Martone ha recentemente realizzato un progetto ambizioso: portare al cinema la vita del più grande attore di teatro napoletano vissuto tra fine ottocento e inizio novecento: Eduardo Scarpetta.
Interpretato magistralmente da Toni Servillo, Scarpetta sembra riprendere vita in una pellicola che ha il ritmo delle vecchie commedie di Eduardo.
Il film è un piccolo gioiello che tiene viva la memoria della Napoli del primo novecento ma ha un grande difetto: descrivendo le gesta di un uomo che ha avuto innumerevoli amanti e figli, legittimi e non, lo spettatore finisce col perdere il bandolo della matassa e si sente disorientato. Sono ben tre le amanti fisse, imparentate tra loro, con cui Scarpetta ha avuto molti figli.
Proviamo quindi a fare un po’ di ordine, partendo dalle cose semplici: il matrimonio.
Eduardo Scarpetta era sposato con Rosa De Filippo da cui ebbe tre figli: Maria, Vincenzo e Domenico. Quest’ultimo venne riconosciuto pur essendo probabilmente frutto di una scappatella di Rosa con il re Vittorio Emanuele II.
Rosa non fu l’unica a non essere fedele nel matrimonio, anzi: Scarpetta si infatuò della giovane sarta che si occupava dei vestiti di scena della propria compagnia, Luisa De Filippo, nipote di Rosa.
Con questa l’attore ebbe ben tre figli, che non furono riconosciuti, i cui nomi suonano familiari: Titina De Filippo, Peppino De Filippo e il preferito, Eduardo De Filippo.
La prima è tutt’ora considerata una delle più grandi attrici italiane, il secondo è altrettanto noto, soprattutto in campo cinematografico, per essere stato la leggendaria spalla di Totò ed il terzo ha superato il padre in fama: quando si parla di Eduardo, non è necessario neanche aggiungere il cognome che immediatamente si pensa al re del teatro italiano del novecento, le cui commedie hanno raggiunto una popolarità ineguagliata anche grazie alla televisione.
Meno famoso il fratellastro ed omonimo, Eduardo De Filippo, che in arte si fa chiamare Passarelli, per evitare confusioni: si tratta di un altro figlio di Scarpetta nato da un’ulteriore scappatella dell’attore, quella con Anna De Filippo, sorellastra della moglie.

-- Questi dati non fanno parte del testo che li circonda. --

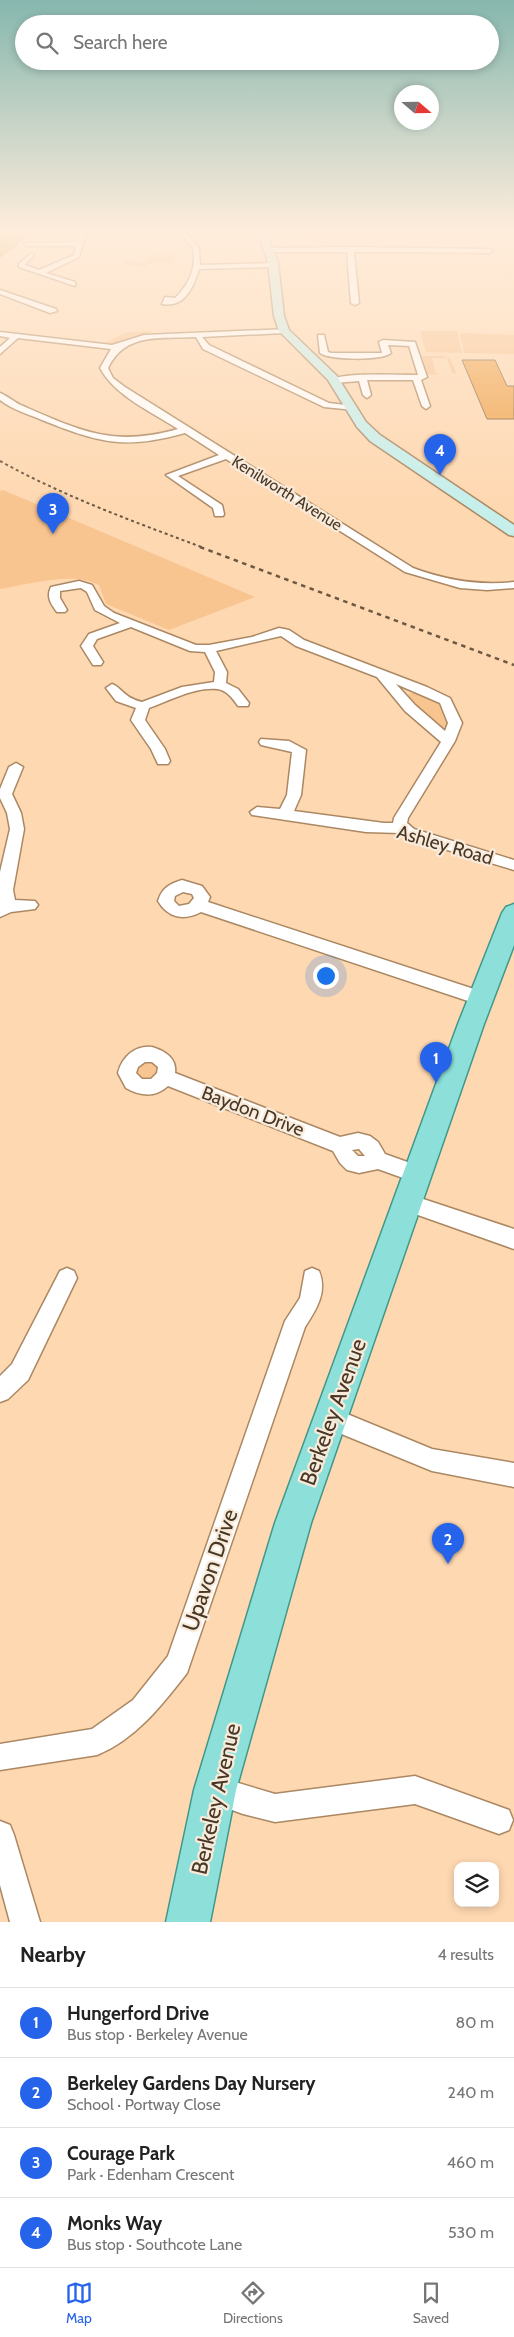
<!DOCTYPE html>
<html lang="en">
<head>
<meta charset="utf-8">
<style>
	:root { --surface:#fff; --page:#f6f6f6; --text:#222; --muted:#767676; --line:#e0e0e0; --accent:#2563eb }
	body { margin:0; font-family:Cabin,sans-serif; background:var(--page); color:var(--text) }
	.controls { position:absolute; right:15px; bottom:15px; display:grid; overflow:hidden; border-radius:10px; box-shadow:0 2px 8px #0003 }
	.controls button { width:45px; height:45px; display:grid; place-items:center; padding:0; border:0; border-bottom:1px solid var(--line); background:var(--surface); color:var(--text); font:25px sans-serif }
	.compass { position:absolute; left:394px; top:85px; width:45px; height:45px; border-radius:50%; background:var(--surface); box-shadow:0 2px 8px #0003; rotate:110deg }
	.you { position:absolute; left:325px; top:975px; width:18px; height:18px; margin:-12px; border:4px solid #fff; border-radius:50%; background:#1a73e8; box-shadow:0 0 0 8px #1a73e833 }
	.badge { display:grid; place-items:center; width:32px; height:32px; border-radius:50%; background:var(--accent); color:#fff; font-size:16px; font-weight:700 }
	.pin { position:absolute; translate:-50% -41px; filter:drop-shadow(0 1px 2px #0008) }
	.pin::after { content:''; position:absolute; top:26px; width:18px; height:15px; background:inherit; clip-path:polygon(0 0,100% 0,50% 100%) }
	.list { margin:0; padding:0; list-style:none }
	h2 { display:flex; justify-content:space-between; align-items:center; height:65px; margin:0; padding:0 20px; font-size:21px }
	h2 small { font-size:16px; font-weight:400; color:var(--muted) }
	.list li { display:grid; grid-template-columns:32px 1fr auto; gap:15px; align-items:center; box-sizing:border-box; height:70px; padding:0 20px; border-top:1px solid var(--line) }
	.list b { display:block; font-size:19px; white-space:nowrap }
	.list p { margin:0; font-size:16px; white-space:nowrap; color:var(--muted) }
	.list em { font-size:16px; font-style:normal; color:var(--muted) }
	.icon { flex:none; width:28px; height:28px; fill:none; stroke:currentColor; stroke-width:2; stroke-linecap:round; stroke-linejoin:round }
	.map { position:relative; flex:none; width:514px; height:1922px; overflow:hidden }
	.search { position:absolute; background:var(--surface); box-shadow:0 2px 8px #0003; left:15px; right:15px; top:15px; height:55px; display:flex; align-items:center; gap:12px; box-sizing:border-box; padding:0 18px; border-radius:28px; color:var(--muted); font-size:19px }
	.sheet { height:345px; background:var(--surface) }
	nav { display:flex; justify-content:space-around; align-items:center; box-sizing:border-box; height:70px; border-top:1px solid var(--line); background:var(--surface); font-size:14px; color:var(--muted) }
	nav a { display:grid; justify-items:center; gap:2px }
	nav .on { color:var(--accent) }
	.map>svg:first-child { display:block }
</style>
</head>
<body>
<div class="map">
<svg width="514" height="1922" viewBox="0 0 514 1922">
	<rect width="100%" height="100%" fill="#fed8b1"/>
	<path fill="#f8c591" d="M 306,233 L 477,233 L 476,238 L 471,241 L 308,240 Z
		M 154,251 L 179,254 L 173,263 L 153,262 L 146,267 L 121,265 L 126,260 L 146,262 Z
		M 146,331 L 152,332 L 115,345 L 106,345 L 105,343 L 125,333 Z
		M 420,331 L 457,331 L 462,353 L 426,352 Z
		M 460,333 L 514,335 L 514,354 L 464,353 Z
		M 444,356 L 450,359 L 457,374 L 452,373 L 447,358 L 432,358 L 436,373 L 441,374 L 428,375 L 422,356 Z
		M 3,490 L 255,597 L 169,630 L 106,604 L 99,585 C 73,571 29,584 0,589 L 0,491 Z
		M 415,692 L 437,700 L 450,714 L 447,729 L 437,728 L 407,699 L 408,694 Z
		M 151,1060 L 160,1067 L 157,1078 L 146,1082 L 136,1076 L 135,1070 L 139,1063 Z"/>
	<path fill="#d78e34" d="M 0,233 L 28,233 L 19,244 L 0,258 Z"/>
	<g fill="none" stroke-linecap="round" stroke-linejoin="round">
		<path stroke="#94bb58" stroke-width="2" d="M 0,248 L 16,238 L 19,233"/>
	</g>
	<path fill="#f0a54e" stroke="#876642" d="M 462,360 L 495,360 L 507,386 L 514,386 L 514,419 L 487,419 Z"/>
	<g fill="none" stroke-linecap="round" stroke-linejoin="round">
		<defs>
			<path id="street" d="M 80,233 L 86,233 L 79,257 L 46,273 L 75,282 L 75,286 L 19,267 L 19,264 L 31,253 L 34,255 L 25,265 L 39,270 L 74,255 L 76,246 L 26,246 L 24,243 L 77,242 Z
				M 180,233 L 186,233 L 199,248 L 200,265 L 273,263 L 276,265 L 273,267 L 199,269 C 193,289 184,308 162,304 L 165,297 L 175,298 C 189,285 197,267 193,248 Z
				M 350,247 L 490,249 L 493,251 L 490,253 L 354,252 L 359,303 L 355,305 L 351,303 L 347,252 L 270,252 L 267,250 L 270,248 Z
				M 0,290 L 56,309 L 57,311 L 50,313 L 0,294 Z
				M 287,329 L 287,333 L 284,333 L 202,337 L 209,345 L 329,403 L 354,406 L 354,410 L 324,407 L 203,349 L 196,337 C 161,339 125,332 108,368 L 113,378 L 125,387 L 413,568 C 446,580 478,586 514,582 L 514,588 L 487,590 L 460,588 L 405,572 L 226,459 L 178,476 L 222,505 L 224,514 L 223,516 L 215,516 L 213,508 L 166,475 L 219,455 L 185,433 C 124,450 100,443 42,420 C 28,414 13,410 0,400 L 0,393 C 8,396 15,403 23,406 C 83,432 114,447 178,429 C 152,412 115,396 100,368 L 111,349 L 18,338 L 0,354 L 0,347 L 10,338 L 0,336 L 0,332 L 112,345 L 144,335 Z
				M 318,335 L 324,335 L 328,352 L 331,353 L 382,353 L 379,342 L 383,340 L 415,342 L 427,377 L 421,380 L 430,406 L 426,409 L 422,406 L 413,380 L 367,380 L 371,395 L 367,398 L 363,395 L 359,381 L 335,383 L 331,380 C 341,372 402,375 418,375 L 409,346 L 388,345 L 391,353 C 382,361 329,360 320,353 Z
				M 79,581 L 92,585 L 104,606 L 114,613 L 196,645 L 209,645 L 252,637 L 279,628 L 289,630 L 304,640 L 427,687 L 450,698 L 462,723 L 455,741 L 408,818 L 407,823 L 414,829 L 514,860 L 514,870 L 404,837 L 400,833 L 366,832 L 252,815 L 250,812 L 257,807 L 280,809 L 287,795 L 292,752 L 261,745 L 259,742 L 261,739 L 289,741 L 306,750 L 301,795 L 294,811 L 384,823 L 393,823 L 394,818 L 441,742 L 405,711 L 377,677 L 296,646 L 281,636 L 216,651 L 227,672 L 226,683 L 238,689 L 249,703 L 248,706 L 238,706 C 233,699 227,690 217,689 C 194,687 169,701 149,708 L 145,720 L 165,749 L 170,761 L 168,764 L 158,764 L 151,749 L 131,720 L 136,708 L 116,701 L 106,688 L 112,684 C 121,687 124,698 142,702 L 182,687 L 214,682 L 215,672 L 205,652 L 190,651 L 131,627 L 97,639 L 93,646 L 103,662 L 101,665 L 93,665 L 81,646 L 89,634 L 120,623 L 95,610 L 87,592 L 81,588 L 60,591 L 60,598 L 67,610 L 65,612 L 57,612 C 51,604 46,597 51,587 ZM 396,684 L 440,703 L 448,723 L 445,731 L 415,705 Z
				M 16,763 L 23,767 L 12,794 L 21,813 L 24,829 L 13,890 L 15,900 L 35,901 L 38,905 L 35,909 L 11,912 L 0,917 L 0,872 L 10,829 L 7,813 L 0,798 L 0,789 L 9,767 Z
				M 182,880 L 202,886 L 210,897 L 208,902 L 486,993 L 488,998 L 486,1003 L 480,1005 L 201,912 C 184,921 168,918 158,901 C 162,888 169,884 182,880 ZM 183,892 L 192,894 L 194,898 L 189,904 L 179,906 L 174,901 L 175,896 Z
				M 152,1047 C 165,1051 177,1058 175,1073 L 340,1137 L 358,1133 L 370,1136 L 378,1142 L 385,1154 L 424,1168 L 427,1174 L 424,1180 L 417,1183 L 378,1169 L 359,1173 L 347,1170 L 340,1163 L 333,1151 L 168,1086 C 155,1098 140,1096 126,1088 L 118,1073 C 122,1057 135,1045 152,1047 ZM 145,1062 L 152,1062 L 158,1067 L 157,1073 L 151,1079 L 142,1079 L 136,1073 L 138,1067 ZM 359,1149 L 365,1156 L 358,1156 L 352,1150 Z
				M 408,1194 L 514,1229 L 514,1249 L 401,1209 L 398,1203 L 401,1197 Z
				M 67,1268 L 74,1271 L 77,1278 L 28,1380 L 8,1399 L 0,1402 L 0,1376 L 12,1364 L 60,1271 Z
				M 312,1268 L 319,1271 C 328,1292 316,1310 305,1327 L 187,1673 C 162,1705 136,1739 97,1755 L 0,1770 L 0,1744 L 92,1729 L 133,1700 L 168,1656 L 285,1321 L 300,1298 L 305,1271 Z
				M 330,1407 L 432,1449 L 514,1463 L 514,1487 L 432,1471 L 322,1426 L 319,1418 L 322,1410 Z
				M 215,1776 L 275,1794 L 415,1776 L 509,1810 L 513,1820 L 509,1830 L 499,1834 L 415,1804 L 275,1822 L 243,1814 L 205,1800 L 201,1790 L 205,1780 Z
				M 0,1821 L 10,1825 L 14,1835 L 40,1922 L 10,1922 L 0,1885 Z"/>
			<path id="secondary" d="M 258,233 L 267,233 L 278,263 L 284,316 L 289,330 L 337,376 L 366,422 L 380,435 L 514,525 L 514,536 L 509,535 L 370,441 L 357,427 L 328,380 L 279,331 L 274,316 L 268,263 Z"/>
			<path id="primary" d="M 514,904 L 514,945 L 484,1024 L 311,1523 L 236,1790 L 210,1922 L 166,1922 L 194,1790 L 275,1523 L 458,1024 L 502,913 L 506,907 Z"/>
		</defs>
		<use href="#street" stroke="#ab8863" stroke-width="3"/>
		<use href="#secondary" stroke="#ab8863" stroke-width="3"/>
		<use href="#primary" stroke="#42978a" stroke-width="3"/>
		<use href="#street" fill="#fff" fill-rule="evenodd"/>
		<use href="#secondary" fill="#c6efec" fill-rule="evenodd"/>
		<use href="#primary" fill="#8ce0d9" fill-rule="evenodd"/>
		<path stroke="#6c5843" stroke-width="2" stroke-dasharray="3 3" stroke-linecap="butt" d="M 0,461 C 65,497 135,522 204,548"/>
		<path stroke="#6c5843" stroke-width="2.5" stroke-dasharray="4.5 4.5" stroke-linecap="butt" d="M 200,547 L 514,665"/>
	</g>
	<linearGradient id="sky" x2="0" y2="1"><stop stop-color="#86b7ae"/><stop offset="0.46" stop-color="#ffeddc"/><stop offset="1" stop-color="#ffeddc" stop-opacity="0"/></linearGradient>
	<rect width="514" height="502" fill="url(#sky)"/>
	<g text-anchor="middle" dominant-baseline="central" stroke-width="4.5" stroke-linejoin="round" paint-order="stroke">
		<g font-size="16" fill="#463727" stroke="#f9eada">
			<text transform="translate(287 493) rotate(32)">Kenilworth Avenue</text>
		</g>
		<g font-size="19" fill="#463727" stroke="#f9eada">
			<text transform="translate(445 845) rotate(16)">Ashley Road</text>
			<text transform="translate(253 1111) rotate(21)">Baydon Drive</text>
		</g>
		<g font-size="22" fill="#463727" stroke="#f9eada">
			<text transform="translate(333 1412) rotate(-70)">Berkeley Avenue</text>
			<text transform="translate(210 1570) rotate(-71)">Upavon Drive</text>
			<text transform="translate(216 1799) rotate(-77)">Berkeley Avenue</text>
		</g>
	</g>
</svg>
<div class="controls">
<button><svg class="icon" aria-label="layers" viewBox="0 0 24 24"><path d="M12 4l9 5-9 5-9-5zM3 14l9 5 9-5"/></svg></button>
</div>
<svg class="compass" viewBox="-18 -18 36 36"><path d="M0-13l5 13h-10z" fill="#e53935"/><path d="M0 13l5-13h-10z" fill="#767676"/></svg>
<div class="you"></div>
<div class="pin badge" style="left:436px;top:1083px">1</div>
<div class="pin badge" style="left:448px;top:1564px">2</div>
<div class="pin badge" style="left:53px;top:534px">3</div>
<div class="pin badge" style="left:440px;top:475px">4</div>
<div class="search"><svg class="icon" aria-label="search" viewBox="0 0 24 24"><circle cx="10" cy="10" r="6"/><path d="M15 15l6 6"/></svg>Search here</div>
</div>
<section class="sheet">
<h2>Nearby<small>4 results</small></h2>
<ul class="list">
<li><span class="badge">1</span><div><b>Hungerford Drive</b><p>Bus stop · Berkeley Avenue</p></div><em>80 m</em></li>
<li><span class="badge">2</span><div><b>Berkeley Gardens Day Nursery</b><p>School · Portway Close</p></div><em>240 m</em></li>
<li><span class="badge">3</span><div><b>Courage Park</b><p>Park · Edenham Crescent</p></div><em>460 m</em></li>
<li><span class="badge">4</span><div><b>Monks Way</b><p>Bus stop · Southcote Lane</p></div><em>530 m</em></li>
</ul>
</section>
<nav>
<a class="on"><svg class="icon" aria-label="map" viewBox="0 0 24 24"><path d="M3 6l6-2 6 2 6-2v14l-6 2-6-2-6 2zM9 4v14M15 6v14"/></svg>Map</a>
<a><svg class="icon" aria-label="directions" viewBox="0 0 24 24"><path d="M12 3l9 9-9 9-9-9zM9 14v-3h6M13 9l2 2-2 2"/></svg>Directions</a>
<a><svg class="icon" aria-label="saved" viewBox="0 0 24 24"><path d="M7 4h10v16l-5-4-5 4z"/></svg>Saved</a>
</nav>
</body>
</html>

Spiegato ciò, ci si fa un’idea piuttosto chiara del motivo per cui Peppino De Filippo ha intitolato la propria autobiografia Una famiglia difficile.
Ma non furono solo le scappatelle, a movimentare l’esistenza del focoso Scarpetta: il film mostra un evento molto importante, sia nella vita dell’inventore della maschera Felice Sciosciammocca, sia nell’analisi generale dell’arte: la legittimità della parodia.
Il quesito sorge, nella storia del teatro italiano, quando Gabriele D’Annunzio fa causa a Eduardo Scarpetta per plagio.
In effetti, il commediografo napoletano aveva scritto un’opera ispirandosi a La figlia di Iorio, tragedia teatrale in tre atti di D’Annunzio. Scarpetta intitolò la propria opera Il figlio di Iorio, invertendo il sesso dei personaggi e trasformando la tragedia in commedia. Scarpetta si recò personalmente da D’Annunzio per chiedere il permesso di parodiare l’opera teatrale, come vediamo in una delle scene più suggestive del film.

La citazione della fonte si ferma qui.